Economie

Les vrais gens ne font pas vendre

Jean-Laurent Cassely, mis à jour le 09.10.2009 à 15 h 21

Et si les publicités mettaient en scène des gens normaux à la teneur garantie en «réalité», vous achèteriez, vous? C’est peu probable, nous disent les spécialistes

« Photographie retouchée afin de modifier l'apparence corporelle d'une personne ». C'est la mention d'avertissement qui accompagnerait toute photo publiée concernée (en presse comme en publicité) si la proposition de loi de Valérie Boyer, députée UMP des Bouches-du-Rhône, était adoptée.

L'objectif de la députée est de combattre le phénomène inquiétant d'anorexie qui touche des jeunes filles sensibles à la valorisation dans les médias d'une image « irréelle » de la femme : trop mince, trop lisse, trop belle, trop grande... Trop parfaite.

Chez les professionnels, on se gausse en soulignant que 90% des photos utilisées dans la publicité sont retouchées. On fustige volontiers, dans les agences, du « grand n'importe quoi », on accuse la députée de vivre « dans un monde parallèle ». Christian Blachas, l'éditorialiste de CB News, admet certes que c'est un projet qui part d'une « bonne intention ». Mais il rappelle la généralisation de la retouche dans tous les médias professionnels comme personnels (Facebook, Twitter), pour enfin juger le projet de loi « utopique » et « inapplicable ». La conséquence de cette ligne de défense qui insiste sur les obstacles techniques à la mise en place de nouvelles pratiques dans la pub ? Le débat de fond n'aura guère décollé tout au long de cette mini polémique.

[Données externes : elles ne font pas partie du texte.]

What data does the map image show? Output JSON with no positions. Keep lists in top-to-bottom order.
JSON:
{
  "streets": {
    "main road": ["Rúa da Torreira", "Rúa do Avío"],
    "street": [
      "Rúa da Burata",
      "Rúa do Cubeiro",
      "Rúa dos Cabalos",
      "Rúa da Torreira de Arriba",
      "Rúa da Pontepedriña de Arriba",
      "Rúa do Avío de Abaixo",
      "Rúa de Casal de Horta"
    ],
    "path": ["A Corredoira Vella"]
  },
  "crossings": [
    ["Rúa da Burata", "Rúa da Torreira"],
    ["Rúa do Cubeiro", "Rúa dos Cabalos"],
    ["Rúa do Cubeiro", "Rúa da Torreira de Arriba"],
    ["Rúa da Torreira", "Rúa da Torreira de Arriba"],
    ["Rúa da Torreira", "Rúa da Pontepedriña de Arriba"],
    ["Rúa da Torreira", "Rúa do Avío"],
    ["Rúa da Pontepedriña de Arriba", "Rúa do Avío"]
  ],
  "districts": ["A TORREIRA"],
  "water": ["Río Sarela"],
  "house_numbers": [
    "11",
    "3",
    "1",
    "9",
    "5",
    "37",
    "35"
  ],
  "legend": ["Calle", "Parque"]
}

Pourtant on touche ici au cœur de la logique publicitaire, celle de la représentation d'un idéal.

La profession a bien signé en avril 2008 une Charte d'engagement volontaire sur l'image du corps et contre l'anorexie avec le Ministère de la Santé, dans laquelle les publicitaires s'engagent notamment à « sensibiliser le public à l'acceptation de la diversité corporelle » et à « mieux informer le public sur l'utilisation de l'image du corps pour éviter les phénomènes de stigmatisation et de promotion de la maigreur ». L'ARPP (Autorité de Régulation Professionnelle de la Publicité, qui a remplacé le Bureau de Vérification de la Publicité en 2008) note dans un récent communiqué sur la publicité sexiste des progrès réalisés dans le domaine du respect de la personne humaine (domaine qui a lui aussi sa charte d'engagement).

Pourquoi tant de beauté ?

Alors, pourquoi les pubs continuent-elles à privilégier dans leurs mises en scène une image irréelle du corps ? Et pourquoi ne voit-on pas plus de gens dont le poids, le visage, l'apparence corporelle correspondent à la moyenne et non à l'exceptionnel ?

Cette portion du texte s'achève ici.